Data for the task
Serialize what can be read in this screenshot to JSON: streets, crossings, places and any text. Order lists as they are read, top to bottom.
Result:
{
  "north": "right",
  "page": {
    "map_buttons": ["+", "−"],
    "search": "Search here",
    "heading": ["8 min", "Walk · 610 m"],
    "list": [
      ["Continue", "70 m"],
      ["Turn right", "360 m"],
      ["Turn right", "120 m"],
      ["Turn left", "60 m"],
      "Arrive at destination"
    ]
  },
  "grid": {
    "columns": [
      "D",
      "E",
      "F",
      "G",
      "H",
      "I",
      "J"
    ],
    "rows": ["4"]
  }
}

What is required
What's needed is every line of the listing, transcribed word for word.

Response to the task
Serialize what can be read in this screenshot to JSON: streets, crossings, places and any text. Order lists as they are read, top to bottom.
Result:
{
  "north": "right",
  "page": {
    "map_buttons": ["+", "−"],
    "search": "Search here",
    "heading": ["8 min", "Walk · 610 m"],
    "list": [
      ["Continue", "70 m"],
      ["Turn right", "360 m"],
      ["Turn right", "120 m"],
      ["Turn left", "60 m"],
      "Arrive at destination"
    ]
  },
  "grid": {
    "columns": [
      "D",
      "E",
      "F",
      "G",
      "H",
      "I",
      "J"
    ],
    "rows": ["4"]
  }
}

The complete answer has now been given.